ACT member Diakonie Katastrophenhilfe (DKH) has trained volunteers in the Hobyo district to inform community members about the dangers of the Coronavirus.

Nasteha Nor Abdi is 27 years old and lives in Wisil, a small town in the Hobyo district of eastern Somalia. Nasteha was trained as a volunteer health worker in May with Diakonie Katastrophenhilfe’s partner organization Center for Peace and Development (CPD). Since then, she has been travelling with other volunteers to public places and to markets in her community to raise awareness of how communities can protect themselves from the Coronavirus, and how to deal with those who are ill.

“We have social values and beliefs that make it difficult to fight the pandemic. Due to a lot of misinformation, many people here believe that this is a disease that only non-Muslims can be affected by. It is difficult to educate people about the dangers of COVID-19.” Nasteha believes that her calling is to support the health of her community. “The health care system in Somalia is weak. Here in Hobyo, the health center is already struggling to treat underlying diseases. Therefore, prevention is our only hope.”

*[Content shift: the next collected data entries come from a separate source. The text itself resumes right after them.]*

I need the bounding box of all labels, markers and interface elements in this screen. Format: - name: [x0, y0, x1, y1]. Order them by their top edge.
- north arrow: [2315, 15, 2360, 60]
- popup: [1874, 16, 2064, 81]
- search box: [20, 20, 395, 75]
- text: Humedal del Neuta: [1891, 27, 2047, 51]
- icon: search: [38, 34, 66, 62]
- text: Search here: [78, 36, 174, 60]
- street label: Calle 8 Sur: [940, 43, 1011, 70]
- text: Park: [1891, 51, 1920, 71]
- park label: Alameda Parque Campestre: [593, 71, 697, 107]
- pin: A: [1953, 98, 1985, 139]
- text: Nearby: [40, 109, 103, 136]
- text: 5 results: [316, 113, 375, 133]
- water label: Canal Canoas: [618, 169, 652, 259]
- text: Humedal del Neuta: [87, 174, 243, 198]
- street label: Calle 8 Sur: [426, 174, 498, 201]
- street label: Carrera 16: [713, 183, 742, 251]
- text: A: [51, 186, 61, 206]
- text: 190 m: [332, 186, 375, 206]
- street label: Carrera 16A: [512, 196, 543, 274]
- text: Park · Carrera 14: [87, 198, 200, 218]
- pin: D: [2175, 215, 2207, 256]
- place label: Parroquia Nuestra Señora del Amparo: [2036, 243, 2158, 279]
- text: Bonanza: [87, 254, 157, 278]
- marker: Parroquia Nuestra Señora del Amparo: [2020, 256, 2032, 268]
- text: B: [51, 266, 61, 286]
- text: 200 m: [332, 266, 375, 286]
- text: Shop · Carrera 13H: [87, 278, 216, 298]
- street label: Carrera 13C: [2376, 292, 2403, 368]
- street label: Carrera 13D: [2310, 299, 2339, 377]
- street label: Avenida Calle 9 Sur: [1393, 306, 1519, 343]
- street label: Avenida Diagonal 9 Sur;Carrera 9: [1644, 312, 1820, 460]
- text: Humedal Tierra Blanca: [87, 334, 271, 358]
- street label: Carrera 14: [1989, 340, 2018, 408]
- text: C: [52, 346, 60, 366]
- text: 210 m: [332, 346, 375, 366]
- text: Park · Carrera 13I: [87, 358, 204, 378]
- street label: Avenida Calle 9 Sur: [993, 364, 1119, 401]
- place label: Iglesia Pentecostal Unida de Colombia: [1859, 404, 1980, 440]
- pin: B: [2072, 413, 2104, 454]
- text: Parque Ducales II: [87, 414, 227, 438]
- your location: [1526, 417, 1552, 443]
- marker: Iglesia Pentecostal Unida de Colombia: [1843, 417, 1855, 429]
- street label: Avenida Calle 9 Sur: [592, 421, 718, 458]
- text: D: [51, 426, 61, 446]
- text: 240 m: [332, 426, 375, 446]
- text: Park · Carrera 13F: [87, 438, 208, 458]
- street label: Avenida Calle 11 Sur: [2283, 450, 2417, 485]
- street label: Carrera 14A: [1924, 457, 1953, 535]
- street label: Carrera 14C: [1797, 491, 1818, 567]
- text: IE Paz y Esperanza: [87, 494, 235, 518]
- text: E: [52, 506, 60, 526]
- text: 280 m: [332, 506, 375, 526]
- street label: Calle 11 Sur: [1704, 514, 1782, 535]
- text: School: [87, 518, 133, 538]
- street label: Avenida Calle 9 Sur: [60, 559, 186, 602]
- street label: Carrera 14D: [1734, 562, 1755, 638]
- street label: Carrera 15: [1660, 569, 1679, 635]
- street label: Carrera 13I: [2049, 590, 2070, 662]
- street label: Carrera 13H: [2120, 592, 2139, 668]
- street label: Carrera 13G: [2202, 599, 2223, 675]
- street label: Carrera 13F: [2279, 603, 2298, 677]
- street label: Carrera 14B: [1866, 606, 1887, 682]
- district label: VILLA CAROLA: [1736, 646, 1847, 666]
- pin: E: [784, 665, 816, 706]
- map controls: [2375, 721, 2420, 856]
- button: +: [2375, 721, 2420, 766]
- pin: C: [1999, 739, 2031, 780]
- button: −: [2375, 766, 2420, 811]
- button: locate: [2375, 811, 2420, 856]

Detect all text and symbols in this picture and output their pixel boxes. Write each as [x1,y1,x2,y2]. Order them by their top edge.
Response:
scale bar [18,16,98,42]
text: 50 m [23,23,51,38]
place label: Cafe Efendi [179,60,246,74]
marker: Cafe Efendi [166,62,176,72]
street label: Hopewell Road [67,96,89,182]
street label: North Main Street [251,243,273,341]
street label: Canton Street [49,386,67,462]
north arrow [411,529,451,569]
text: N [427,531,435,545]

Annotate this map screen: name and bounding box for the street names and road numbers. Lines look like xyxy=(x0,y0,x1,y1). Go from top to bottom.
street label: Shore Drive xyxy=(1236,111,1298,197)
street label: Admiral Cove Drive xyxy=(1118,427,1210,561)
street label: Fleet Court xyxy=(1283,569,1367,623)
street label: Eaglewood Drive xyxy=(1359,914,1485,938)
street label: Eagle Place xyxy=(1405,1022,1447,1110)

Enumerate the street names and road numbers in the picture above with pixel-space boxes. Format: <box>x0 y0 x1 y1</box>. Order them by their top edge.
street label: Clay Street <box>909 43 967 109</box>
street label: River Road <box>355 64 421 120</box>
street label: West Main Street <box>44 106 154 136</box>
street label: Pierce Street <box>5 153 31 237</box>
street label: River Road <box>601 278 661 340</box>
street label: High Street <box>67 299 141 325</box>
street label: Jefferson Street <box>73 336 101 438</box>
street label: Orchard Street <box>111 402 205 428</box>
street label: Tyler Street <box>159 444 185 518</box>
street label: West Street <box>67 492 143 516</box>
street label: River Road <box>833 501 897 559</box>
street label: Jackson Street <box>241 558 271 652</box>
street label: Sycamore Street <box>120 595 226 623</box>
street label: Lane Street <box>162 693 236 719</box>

“So far, the volunteer team has educated about 500 people in Wisil,” Nasteha proudly reported. Through this initiative, Nasteha and other community mobilizers have trained youth groups on how to wash their hands properly, to use masks, and to be aware of possible treatment options. The volunteers also worked with community leaders, including elders, religious leaders and women’s groups to disseminate their messages.

“Thanks to our efforts, local communities have now accepted that COVID-19 is a real threat and are practicing preventive measures. This motivates us to reach out to even more people in Hobyo, Wisil and the surrounding area to protect them from the disease,” said Nasteha.

“Our biggest threats are misinformation and misperceptions, and I am pleased that people are now better informed about the pandemic. They know how to deal with patients and suspected cases and how to protect themselves,” she continued.

Nasteha is happy to be able to help to protect her community and is grateful for the support of CDP,” without that help, we could not have accomplished so much,” she concluded.